To keep it from looking “on-camera” I kept the light high and the camera very low. I actually am not looking through the viewfinder as the camera is right on the floor slightly tilted up. I determined that angle by a couple of tests. I also shot the windows without the strobe going off to determine the correct exposure of the image. F-16 at 1/100 seemed to give me the best look at the clouds through the window (why not… f-16 rule and all).
Test one for angle:
Test two had her jumping to make sure she didn’t jump out of the frame:
You can see that she is throwing her head too far back for the image to work. I had her look down at me for the next series of jumps. I also determined that I had enough angle to make sure she and the floor were in the shot from that distance.
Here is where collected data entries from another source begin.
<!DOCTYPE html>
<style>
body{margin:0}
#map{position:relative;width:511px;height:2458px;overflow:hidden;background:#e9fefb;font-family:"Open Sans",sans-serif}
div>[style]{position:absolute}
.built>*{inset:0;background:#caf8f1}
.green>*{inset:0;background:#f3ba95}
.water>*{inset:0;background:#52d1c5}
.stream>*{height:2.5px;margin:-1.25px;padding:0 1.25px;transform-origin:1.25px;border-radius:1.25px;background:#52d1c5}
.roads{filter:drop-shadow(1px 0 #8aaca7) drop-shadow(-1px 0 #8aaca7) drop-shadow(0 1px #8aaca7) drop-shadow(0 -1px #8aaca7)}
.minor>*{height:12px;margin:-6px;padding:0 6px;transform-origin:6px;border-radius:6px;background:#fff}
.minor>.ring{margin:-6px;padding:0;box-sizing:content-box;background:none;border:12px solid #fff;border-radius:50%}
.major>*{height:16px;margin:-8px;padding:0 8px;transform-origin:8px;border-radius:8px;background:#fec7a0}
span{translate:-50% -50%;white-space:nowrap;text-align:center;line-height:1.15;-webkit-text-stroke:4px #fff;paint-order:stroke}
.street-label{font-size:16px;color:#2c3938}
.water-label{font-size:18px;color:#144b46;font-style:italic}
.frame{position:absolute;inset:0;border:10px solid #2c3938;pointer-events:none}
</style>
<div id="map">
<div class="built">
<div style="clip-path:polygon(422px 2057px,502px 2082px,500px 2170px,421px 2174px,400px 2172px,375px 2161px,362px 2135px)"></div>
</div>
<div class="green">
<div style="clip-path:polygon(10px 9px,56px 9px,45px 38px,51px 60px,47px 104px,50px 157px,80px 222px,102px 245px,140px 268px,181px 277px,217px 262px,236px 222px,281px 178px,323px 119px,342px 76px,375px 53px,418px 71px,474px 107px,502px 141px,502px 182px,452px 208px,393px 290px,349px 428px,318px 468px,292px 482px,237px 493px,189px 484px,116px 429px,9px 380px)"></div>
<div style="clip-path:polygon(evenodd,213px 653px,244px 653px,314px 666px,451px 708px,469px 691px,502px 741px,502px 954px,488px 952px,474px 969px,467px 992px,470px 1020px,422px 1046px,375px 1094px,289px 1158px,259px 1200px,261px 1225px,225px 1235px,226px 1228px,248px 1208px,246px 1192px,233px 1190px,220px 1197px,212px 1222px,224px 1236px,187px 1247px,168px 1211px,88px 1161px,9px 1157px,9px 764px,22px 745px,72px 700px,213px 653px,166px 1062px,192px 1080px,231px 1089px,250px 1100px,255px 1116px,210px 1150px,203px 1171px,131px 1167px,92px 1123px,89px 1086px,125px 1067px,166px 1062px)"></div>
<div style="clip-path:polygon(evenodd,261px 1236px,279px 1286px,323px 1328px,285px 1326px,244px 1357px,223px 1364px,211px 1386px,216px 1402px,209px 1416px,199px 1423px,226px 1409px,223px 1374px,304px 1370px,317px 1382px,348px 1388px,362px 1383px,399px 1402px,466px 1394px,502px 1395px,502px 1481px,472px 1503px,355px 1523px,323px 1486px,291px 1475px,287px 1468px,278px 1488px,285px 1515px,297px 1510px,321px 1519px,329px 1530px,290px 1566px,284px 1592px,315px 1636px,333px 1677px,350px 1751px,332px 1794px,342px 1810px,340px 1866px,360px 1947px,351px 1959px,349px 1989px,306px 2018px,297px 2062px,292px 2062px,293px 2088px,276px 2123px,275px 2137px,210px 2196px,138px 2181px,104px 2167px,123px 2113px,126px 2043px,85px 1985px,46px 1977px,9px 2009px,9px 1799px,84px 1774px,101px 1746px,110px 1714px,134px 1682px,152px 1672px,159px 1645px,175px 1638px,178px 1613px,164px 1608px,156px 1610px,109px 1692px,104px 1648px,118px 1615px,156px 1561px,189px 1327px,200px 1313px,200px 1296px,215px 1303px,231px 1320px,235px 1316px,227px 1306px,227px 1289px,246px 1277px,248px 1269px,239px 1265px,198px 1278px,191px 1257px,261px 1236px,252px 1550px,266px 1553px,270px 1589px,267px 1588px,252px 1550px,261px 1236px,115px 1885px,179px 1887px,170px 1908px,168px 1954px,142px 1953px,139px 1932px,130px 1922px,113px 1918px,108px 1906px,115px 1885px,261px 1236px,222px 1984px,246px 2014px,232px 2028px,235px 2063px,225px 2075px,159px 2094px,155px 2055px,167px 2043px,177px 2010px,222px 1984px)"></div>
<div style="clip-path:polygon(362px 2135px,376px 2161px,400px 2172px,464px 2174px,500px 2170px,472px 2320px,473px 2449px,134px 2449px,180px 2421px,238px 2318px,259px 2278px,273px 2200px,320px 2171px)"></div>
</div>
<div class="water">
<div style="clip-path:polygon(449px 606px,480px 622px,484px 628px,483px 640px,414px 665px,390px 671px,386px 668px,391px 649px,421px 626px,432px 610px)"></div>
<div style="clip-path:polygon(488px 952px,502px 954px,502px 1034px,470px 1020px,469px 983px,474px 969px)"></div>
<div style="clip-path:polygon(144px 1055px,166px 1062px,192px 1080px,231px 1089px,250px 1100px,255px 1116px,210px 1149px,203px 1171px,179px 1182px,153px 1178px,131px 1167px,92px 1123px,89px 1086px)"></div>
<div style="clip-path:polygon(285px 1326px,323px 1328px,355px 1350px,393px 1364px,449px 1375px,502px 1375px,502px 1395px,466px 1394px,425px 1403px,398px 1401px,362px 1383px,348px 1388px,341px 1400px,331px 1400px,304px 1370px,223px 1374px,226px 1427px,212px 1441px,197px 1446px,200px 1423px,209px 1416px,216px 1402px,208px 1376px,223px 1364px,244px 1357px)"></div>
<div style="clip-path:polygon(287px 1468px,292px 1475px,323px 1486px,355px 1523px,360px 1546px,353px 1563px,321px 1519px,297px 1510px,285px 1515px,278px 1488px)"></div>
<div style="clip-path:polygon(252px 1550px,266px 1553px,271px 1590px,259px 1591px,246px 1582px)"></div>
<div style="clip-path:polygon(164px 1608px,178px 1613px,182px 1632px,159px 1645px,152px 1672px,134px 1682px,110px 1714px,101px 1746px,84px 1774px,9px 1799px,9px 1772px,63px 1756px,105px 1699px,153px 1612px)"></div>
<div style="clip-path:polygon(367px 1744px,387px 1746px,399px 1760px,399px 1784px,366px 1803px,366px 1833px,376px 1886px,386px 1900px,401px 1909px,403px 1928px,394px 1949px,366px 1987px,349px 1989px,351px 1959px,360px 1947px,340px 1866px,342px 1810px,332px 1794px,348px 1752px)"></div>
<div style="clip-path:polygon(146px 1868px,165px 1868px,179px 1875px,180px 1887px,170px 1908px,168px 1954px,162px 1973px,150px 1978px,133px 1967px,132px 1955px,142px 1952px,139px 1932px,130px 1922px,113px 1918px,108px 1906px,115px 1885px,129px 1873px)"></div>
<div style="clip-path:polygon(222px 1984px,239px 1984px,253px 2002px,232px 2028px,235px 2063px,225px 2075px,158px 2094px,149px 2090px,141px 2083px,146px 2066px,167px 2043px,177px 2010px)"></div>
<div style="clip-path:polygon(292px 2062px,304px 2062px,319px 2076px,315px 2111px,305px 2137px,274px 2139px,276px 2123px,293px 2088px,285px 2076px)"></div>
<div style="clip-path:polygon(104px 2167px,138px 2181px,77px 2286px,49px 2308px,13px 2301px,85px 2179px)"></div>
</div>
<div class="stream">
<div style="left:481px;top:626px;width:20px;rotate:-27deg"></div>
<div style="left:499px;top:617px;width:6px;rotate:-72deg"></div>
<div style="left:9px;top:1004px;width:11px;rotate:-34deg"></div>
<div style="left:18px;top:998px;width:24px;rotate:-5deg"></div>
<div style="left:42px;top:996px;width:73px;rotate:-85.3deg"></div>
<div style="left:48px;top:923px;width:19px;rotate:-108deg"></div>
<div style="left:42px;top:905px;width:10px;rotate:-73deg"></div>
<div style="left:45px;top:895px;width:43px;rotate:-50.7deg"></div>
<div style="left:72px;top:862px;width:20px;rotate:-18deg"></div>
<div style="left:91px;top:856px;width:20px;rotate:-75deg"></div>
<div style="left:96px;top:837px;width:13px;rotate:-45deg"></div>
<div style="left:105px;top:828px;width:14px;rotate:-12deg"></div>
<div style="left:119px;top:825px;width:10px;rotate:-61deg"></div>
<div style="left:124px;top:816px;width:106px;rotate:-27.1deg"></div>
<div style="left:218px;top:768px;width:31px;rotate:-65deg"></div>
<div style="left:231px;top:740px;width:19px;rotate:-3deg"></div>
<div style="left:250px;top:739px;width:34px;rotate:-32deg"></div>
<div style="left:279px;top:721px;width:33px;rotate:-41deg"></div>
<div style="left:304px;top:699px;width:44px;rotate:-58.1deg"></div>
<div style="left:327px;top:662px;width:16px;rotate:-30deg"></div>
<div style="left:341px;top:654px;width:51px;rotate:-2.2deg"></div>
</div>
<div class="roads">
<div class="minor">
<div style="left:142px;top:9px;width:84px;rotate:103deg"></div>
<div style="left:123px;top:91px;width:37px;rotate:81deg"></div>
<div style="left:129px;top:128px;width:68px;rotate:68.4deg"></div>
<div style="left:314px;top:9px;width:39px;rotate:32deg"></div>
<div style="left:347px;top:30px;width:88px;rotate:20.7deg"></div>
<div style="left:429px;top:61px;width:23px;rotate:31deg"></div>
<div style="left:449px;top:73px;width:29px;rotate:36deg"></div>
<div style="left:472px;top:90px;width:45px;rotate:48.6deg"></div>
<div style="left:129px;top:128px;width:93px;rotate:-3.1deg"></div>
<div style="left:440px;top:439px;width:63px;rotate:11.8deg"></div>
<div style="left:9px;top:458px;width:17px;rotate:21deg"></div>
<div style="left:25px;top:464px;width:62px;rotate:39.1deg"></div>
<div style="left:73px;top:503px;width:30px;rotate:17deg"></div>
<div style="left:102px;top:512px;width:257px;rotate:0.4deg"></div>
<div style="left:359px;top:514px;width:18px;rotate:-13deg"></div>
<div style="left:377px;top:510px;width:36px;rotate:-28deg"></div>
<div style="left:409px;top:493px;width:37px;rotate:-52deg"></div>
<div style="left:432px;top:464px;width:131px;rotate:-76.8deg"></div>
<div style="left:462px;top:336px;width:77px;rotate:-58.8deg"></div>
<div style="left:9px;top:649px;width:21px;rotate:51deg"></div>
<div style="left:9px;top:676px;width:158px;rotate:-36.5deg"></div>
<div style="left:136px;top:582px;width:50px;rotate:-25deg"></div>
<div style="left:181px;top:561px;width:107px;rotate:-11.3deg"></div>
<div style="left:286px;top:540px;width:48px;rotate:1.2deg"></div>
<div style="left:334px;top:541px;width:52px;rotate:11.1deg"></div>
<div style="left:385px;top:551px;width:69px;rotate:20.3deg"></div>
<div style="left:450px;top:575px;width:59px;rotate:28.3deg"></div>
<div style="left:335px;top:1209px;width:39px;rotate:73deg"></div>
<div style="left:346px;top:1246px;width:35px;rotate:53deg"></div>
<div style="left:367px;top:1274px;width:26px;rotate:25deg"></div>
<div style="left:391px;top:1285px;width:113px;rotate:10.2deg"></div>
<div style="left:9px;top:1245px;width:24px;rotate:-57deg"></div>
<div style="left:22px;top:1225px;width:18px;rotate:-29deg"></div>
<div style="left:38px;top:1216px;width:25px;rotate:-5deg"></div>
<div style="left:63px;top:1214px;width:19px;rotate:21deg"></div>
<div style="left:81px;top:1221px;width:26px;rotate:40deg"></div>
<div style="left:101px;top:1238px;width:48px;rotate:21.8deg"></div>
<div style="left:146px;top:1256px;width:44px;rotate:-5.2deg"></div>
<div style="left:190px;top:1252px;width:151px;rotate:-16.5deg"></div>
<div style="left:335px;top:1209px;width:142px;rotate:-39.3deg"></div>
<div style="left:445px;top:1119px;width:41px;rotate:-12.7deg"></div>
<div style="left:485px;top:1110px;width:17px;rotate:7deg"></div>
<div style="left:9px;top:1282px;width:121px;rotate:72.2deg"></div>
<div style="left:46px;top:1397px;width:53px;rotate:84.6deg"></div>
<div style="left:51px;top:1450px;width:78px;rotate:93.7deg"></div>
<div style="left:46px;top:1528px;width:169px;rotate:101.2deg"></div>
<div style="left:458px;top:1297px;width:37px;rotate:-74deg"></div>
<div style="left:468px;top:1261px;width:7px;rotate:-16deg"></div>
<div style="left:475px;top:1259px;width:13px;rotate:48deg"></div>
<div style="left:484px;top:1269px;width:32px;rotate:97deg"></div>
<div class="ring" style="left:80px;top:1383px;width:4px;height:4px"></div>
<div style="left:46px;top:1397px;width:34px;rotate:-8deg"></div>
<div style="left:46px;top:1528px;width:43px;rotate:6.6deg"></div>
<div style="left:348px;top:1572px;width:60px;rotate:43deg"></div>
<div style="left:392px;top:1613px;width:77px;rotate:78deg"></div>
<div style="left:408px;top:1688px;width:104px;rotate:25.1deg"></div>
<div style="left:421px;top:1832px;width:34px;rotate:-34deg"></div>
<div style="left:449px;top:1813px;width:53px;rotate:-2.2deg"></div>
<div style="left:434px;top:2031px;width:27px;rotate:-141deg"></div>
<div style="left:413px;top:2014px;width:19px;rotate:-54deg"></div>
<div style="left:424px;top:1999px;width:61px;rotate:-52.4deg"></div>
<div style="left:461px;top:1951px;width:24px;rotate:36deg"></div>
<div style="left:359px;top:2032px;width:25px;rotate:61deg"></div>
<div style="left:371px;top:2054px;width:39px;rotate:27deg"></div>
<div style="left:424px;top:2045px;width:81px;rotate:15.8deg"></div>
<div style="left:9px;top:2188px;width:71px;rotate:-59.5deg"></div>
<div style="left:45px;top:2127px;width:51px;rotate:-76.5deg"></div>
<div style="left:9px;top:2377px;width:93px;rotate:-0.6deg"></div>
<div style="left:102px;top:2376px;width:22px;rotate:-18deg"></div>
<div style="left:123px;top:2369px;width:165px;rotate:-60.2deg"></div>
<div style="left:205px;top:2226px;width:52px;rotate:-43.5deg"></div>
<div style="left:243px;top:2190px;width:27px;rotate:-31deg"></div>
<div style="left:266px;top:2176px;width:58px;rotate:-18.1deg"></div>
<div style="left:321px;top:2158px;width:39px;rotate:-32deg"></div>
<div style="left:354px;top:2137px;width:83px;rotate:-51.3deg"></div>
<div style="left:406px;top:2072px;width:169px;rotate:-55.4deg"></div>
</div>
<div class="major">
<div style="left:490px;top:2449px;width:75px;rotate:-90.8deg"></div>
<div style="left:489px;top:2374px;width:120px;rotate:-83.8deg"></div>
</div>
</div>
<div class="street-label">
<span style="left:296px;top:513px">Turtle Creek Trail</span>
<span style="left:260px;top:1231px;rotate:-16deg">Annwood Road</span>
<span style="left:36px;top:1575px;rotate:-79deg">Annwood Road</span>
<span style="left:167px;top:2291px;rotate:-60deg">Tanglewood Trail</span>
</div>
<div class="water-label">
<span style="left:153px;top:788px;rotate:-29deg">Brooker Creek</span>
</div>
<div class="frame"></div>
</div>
Time to shoot a few frames.
IMPORTANT LIGHTING NOTE: I have the strobe on a boom and it is being held by a workshop attendee. While the basic point of the light is on axis, I did ask him to watch her face and correct the light slightly to match the axis of her face. This means the light would slide a little to left or right as she would jump to keep the light directly on her face.
And here is the image we created:
You can see how we did it on the tech sheet, but let’s take a little time and look at the Photoshop work we did. I strive to get it right in the camera, so there isn’t a lot of extra work done on this image. You can feel free to do whatever you want in Photoshop though, it’s all good with me.
First I knew that the shadow area was going to be a little dark so I processed a lighter version of the same Raw file that I had selected. I added a full stop to it and processed. That gave me two JPEGS… one at exposure and one a stop over. I held the shift key down and moved the normal image over the darker image.
You can see the lighter processed image on the left. holding the shift key down I dragged the image from the right over the image on the left.
I then added a layer mask to the top layer and gently exposed the lighter image where her boots and the wall was. I use a brush at 10% so that I can slowly get to what I want instead of just ripping it open.
After that work, I add a layer of 50% gray and using a soft brush, white, at 7% paint in some highlights and lightened areas. Face a little, jacket, black dress, highlights on boots and a few areas of bricks. To make some of the lighter areas darker, I paint on that layer with black at 7%. It is very important to just add it a little at a time… building to what you want instead of just banging it out.
Using a layer mask that is only applied to the lightest pixels, I open the highs up a slight bit. I use Tony Kuypers masks for doing this. You can see how gentle the curve adjustment is. I made a composite layer above the others to do this work on.
A slight curve adjustment added to only the brightest levels of pixes makes a huge difference in the normally flat digital image.
Here is the image with all of the adjustment layers added turned off:
You can see that the three layers for light, dark and midtone are off. The image looks fine, but it can look better.
Here you can see how the image looks with the three layer masks turned on.
You can see the difference in the image with the three layers turned on.
Do a shot with a single hard light. Add some diffusion to get a softer edge, but keep the light very ‘poppy’ and bright. Try not to get too many shadows by keeping the light high and close to camera axis. You can place the images at my Lighting Essentials Group at Flickr here. We don’t have prizes yet, but we are working on something cool. Title it November LETS Assignment 1.
I hope you enjoy these. They are really going to be fun.